Luis León Barreto – El desliz del Pollo de Chipude

El desliz del Pollo de Chipude

Dionisio Chinea, alias Pollo de Chipude, había nacido en la escasez de la isla del silbo. Vivió su infancia arriba en el caserío de las alfareras –gente noble y laboriosa bajo la sagrada Fortaleza–, y de chico acompañaba a su madre al bosque de la niebla para obtener leña, algo de carbón y, utilizando trampas, cazar alguna paloma del monte. Era un hombre descomunal que en sus últimos años de vida andaba por las calles siempre descalzo, con unos pies de elefante en los cuales ya no cabía calzado alguno. Los dedos le sangraban, las uñas se incrustaban en la piel, los chicos lo llamaban Goliat Sin Patas pero a él le daba igual. Era célebre por sus escandaleras, cuando intervinieron sin dilatación los guardias municipales y hasta el Jefe Local del Movimiento Nacional para que cesara aquella turbación que tanto ofuscaba al arcipreste de la comarca, don Efraín Soto. Este era un hombre de verbo fácil y buena pronunciación, que daba el gran sermón de las Siete Palabras en la tarde del Viernes Santo, el templo se llenaba de tal manera que ponían altavoces en el exterior. Las mujeres suspiraban y lloraban, tal era el realismo de sus palabras.

–¡Efraín! ¡Cuervo negro! –así clamaba en la plaza con la mirada Puesta en la iglesia parroquial, aquel edificio del siglo XVI con sus muros bien encalados y la lápida en recuerdo de los caídos por la Patria. El arcipreste era la diana principal de sus inadecuados, y al verlo con su larga sotana negrísima no podía evitar que se le soltase la lengua.

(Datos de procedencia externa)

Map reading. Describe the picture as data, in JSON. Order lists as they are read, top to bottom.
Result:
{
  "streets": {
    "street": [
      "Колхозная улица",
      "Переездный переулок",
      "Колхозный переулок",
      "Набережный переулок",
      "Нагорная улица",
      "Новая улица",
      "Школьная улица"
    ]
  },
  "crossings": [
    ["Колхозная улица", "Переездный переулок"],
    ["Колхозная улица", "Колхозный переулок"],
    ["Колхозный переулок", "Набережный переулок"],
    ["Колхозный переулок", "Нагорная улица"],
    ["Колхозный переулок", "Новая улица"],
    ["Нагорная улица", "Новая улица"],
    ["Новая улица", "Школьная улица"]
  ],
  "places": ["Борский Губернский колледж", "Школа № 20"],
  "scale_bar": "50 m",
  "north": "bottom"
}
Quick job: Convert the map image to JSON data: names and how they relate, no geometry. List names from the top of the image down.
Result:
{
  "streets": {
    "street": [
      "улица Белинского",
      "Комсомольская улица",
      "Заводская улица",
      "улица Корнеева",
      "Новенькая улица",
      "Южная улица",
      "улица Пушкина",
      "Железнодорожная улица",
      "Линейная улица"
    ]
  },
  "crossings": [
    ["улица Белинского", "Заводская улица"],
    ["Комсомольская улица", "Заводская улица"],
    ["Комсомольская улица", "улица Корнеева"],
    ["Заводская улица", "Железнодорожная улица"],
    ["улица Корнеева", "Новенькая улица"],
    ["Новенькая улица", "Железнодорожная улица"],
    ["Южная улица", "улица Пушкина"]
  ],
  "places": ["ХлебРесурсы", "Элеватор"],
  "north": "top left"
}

–¡Si eres hombre, da la cara!

Dionisio ya estaba muy desmejorado pero aún conservaba restos de su pasada agilidad, cuando derribaba a los mejores puntales de los equipos de lucha de todos los pueblos, incluso de las islas vecinas. Era, eso sí, mal hablada y desafío si ingería buches de vino de té, que le dejaban una feroz resaca.

–¡Fraín eres Caín, Cuervo negro! -repetía bajo los laureles.

Cuando se escuchaba su perorata, cerraban con premura la puerta de la iglesia.

Su historia venía de lejos. De cuando su madre lo llevó, con apenas diez años, a la otra isla para que encontraran un mejor futuro, pues en modo alguna aquella mujer sola podría sobrevivir si no poseía subsidios de ningún tipo y además tenía un hijo sin padre.

–¡Caín, suelta a las del coro, baladrón!

Y esto lo decía porque, habiendo tantas mocitas y mujeres casadas que se habían quedado abandonadas tras la gran emigración, el señor arcipreste tuvo la buena visión de armar un coro que, tras muchos ensayos, sonaba bastante bien.

–¡Cuervo negro, deja alguna soprano!

Las cosas le fueron bien hasta que cometió un desliz con una dama.